> _Assigned task_: The expected result is a verbatim repetition of the lines from the start of the entries through the line containing "0 #3c3a37) drop-shadow(-2px", with the pictures removed.

[Dataset records]
· · · ·

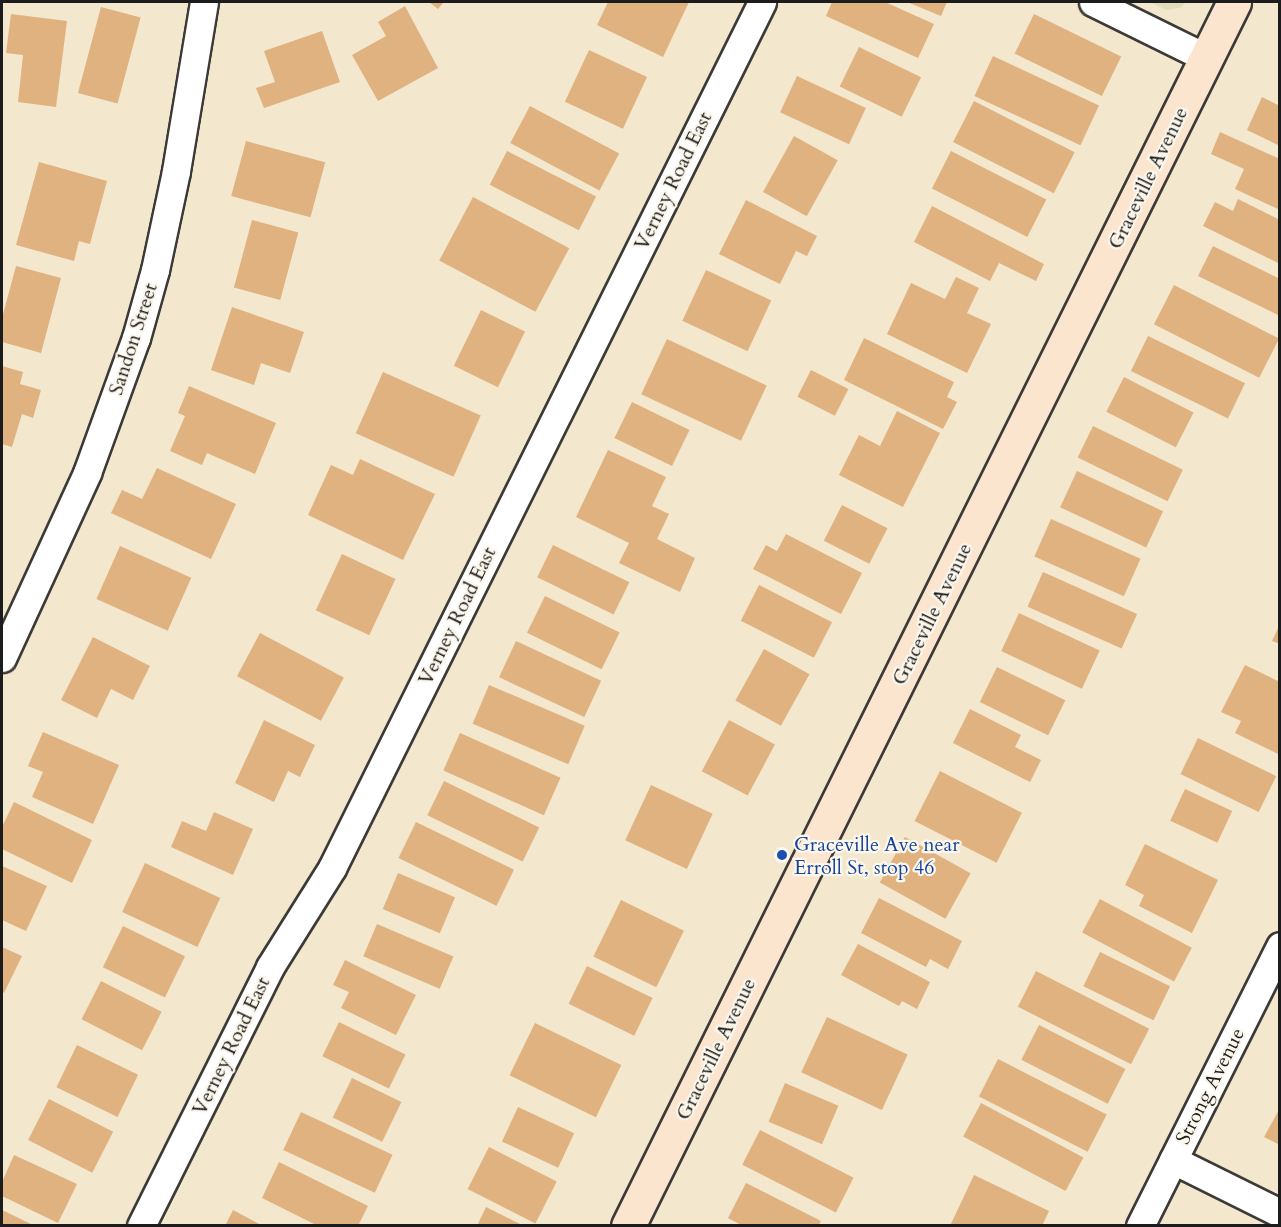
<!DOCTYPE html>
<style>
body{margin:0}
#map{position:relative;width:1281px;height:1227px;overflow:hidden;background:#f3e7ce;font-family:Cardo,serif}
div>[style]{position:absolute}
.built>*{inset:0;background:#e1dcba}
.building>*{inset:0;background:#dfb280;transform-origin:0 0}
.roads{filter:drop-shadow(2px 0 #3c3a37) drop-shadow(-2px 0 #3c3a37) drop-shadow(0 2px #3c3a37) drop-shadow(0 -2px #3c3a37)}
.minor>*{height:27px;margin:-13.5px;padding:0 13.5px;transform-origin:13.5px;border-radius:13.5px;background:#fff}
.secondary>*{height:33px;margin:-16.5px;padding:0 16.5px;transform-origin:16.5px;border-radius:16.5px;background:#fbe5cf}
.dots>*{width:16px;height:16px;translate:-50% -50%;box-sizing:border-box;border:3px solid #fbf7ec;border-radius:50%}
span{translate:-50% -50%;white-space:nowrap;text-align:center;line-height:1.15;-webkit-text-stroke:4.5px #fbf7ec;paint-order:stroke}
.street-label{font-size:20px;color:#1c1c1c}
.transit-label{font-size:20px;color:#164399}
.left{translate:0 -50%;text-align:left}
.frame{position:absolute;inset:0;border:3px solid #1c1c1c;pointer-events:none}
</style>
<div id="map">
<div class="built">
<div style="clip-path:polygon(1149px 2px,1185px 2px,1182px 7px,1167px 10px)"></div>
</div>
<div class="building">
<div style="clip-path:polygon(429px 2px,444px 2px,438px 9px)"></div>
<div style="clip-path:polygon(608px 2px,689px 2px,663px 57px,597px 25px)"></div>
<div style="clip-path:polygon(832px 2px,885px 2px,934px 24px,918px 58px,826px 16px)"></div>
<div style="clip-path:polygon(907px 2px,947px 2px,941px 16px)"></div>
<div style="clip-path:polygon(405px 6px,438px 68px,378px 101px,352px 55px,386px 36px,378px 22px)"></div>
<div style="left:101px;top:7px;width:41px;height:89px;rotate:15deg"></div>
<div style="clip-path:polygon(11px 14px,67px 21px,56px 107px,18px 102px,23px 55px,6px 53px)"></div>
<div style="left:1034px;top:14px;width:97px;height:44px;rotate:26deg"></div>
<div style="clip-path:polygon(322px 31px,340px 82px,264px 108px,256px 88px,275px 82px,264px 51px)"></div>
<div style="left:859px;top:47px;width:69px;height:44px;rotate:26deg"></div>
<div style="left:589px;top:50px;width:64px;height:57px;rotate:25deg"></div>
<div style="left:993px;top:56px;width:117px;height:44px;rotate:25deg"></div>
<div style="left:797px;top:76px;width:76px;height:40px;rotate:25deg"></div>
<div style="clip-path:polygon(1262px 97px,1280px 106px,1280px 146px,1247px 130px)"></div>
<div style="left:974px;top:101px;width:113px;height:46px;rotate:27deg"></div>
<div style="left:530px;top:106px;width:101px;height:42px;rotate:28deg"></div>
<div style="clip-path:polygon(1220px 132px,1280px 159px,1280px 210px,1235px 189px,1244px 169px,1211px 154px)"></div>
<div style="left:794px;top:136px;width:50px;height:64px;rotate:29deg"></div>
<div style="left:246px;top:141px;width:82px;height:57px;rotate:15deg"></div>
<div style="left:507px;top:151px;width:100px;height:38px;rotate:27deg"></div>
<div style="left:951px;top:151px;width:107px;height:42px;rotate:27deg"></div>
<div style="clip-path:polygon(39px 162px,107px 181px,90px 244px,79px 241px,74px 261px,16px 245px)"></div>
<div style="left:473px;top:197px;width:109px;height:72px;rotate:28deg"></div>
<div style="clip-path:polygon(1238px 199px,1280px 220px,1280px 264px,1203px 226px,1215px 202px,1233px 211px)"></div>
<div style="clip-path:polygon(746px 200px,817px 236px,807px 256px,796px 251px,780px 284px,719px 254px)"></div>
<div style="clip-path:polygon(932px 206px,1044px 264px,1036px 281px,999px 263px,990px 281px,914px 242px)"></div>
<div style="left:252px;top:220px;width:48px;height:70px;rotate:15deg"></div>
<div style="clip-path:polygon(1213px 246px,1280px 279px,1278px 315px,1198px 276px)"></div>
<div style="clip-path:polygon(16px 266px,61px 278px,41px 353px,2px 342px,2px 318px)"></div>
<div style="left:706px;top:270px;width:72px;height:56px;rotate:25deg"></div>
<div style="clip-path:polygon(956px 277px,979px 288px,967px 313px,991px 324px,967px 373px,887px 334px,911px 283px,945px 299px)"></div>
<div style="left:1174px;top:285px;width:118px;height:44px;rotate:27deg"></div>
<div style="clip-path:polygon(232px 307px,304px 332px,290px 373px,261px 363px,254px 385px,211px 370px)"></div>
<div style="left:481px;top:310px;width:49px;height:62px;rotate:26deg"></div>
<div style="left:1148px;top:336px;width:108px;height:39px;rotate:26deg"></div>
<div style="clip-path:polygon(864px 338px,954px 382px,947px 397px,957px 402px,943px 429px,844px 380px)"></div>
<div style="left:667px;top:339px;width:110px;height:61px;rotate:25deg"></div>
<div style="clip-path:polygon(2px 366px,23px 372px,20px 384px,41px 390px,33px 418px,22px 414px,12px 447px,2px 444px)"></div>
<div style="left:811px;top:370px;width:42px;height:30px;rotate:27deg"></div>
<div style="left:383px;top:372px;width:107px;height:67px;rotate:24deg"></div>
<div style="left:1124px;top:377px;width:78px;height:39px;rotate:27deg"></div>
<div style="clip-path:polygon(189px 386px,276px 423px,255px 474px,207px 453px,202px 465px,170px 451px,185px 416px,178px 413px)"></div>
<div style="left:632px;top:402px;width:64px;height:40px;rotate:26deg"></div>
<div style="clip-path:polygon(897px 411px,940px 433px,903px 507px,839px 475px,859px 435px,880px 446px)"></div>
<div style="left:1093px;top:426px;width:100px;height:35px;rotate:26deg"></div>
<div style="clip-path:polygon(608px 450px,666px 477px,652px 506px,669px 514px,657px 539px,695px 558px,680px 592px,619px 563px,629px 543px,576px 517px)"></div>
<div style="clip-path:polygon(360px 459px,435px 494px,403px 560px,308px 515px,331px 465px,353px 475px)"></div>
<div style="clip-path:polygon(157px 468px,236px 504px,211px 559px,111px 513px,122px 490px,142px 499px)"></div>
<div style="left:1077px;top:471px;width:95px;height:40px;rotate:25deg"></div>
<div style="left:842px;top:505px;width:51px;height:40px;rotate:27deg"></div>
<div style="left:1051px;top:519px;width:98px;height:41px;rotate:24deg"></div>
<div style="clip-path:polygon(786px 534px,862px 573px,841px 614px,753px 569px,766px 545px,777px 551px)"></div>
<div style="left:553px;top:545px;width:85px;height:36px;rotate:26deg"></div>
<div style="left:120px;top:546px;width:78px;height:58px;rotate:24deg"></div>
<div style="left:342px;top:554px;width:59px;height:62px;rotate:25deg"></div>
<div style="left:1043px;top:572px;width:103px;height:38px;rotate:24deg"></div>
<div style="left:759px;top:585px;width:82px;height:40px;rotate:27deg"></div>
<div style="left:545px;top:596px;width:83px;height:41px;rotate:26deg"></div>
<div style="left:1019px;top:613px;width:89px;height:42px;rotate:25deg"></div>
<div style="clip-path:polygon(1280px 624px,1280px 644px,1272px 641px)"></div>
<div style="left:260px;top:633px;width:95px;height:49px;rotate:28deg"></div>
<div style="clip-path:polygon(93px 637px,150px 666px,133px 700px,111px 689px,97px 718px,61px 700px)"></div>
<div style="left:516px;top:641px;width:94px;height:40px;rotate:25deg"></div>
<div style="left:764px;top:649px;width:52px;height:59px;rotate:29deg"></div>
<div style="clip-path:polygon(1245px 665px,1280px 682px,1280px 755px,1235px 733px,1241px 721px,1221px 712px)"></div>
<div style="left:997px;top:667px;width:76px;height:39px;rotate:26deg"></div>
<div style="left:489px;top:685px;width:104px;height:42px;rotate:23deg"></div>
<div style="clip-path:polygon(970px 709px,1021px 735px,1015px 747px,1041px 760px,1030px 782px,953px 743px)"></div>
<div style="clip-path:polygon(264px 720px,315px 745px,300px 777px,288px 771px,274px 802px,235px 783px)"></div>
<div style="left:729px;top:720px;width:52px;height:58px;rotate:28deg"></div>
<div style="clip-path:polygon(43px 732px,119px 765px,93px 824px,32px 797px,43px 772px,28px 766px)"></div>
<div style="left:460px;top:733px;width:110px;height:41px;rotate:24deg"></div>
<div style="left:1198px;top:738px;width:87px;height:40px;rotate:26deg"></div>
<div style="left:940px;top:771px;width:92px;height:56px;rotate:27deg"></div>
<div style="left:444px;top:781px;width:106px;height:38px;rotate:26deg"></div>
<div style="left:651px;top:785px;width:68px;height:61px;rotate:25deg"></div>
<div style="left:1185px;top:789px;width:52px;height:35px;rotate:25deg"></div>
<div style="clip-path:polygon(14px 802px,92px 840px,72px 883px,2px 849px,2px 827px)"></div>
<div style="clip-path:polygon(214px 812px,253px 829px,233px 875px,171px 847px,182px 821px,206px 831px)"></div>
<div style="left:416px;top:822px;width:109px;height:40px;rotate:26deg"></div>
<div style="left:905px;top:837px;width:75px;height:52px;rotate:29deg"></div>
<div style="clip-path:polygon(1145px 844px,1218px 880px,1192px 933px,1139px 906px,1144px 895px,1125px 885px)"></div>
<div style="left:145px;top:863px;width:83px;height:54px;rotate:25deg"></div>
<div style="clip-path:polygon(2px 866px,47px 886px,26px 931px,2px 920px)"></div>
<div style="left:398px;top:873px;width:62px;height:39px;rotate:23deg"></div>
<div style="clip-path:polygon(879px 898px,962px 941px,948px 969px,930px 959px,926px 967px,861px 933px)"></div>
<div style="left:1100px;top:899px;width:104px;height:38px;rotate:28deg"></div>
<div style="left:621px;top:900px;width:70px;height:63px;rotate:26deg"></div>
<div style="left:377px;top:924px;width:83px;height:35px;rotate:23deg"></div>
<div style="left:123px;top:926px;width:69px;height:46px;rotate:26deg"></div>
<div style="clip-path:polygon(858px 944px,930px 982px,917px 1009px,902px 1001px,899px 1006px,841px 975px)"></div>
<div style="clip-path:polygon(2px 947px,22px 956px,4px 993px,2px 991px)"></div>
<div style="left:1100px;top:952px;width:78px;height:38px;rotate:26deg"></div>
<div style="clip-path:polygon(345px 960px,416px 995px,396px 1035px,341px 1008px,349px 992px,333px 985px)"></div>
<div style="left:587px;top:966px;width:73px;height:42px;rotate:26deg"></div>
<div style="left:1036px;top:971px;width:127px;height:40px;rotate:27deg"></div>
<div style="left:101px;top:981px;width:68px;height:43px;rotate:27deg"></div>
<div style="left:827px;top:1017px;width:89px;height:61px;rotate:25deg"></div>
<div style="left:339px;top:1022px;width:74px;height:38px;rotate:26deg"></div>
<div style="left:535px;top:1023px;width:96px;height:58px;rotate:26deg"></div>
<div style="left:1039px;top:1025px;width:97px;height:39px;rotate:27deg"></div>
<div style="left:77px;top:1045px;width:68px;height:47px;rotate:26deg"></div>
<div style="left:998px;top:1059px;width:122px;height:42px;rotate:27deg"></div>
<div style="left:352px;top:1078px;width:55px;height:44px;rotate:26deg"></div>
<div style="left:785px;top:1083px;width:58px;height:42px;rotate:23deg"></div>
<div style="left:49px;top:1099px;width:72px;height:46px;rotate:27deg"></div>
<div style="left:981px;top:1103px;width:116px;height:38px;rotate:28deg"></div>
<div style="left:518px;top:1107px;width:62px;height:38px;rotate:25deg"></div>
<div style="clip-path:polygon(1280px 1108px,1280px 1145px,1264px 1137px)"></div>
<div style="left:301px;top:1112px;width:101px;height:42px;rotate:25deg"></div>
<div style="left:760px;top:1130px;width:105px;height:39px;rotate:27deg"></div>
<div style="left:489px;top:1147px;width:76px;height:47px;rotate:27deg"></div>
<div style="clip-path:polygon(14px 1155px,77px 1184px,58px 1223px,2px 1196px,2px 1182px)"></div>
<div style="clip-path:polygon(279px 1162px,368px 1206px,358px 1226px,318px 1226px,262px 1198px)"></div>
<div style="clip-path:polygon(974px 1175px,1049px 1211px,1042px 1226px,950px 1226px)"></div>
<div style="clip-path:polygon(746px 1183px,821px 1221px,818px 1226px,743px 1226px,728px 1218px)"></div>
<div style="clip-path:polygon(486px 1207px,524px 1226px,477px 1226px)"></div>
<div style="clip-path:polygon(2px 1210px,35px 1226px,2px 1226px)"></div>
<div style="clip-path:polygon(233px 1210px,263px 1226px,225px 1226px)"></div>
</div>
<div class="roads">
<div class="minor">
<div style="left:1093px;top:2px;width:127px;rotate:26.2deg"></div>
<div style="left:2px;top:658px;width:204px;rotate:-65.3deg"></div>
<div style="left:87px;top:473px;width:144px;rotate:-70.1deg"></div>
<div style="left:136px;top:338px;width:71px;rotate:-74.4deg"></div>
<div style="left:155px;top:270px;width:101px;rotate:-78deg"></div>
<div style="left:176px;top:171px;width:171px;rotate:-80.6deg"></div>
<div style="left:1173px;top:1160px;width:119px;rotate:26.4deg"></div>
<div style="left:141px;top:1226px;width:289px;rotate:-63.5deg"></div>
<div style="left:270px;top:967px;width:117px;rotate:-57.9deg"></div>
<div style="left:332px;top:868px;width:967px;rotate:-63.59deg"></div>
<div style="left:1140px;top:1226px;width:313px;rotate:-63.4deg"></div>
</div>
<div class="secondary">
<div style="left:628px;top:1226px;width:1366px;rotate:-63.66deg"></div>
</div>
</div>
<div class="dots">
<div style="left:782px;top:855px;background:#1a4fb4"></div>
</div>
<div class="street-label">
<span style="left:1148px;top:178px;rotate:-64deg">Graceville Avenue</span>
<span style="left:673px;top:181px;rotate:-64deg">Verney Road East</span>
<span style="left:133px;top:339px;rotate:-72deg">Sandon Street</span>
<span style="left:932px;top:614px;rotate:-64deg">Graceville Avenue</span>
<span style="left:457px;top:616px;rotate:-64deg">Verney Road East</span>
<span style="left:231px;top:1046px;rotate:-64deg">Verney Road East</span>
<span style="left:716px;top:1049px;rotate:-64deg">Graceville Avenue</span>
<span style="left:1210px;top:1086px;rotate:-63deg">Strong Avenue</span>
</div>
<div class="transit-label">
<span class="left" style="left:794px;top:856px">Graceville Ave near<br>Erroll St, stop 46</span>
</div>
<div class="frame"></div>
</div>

· · · ·

> _Solved problem_:
<!DOCTYPE html>
<style>
body{margin:0}
#map{position:relative;width:1281px;height:1227px;overflow:hidden;background:#f3e7ce;font-family:Cardo,serif}
div>[style]{position:absolute}
.built>*{inset:0;background:#e1dcba}
.building>*{inset:0;background:#dfb280;transform-origin:0 0}
.roads{filter:drop-shadow(2px 0 #3c3a37) drop-shadow(-2px 0 #3c3a37) drop-shadow(0 2px #3c3a37) drop-shadow(0 -2px #3c3a37)}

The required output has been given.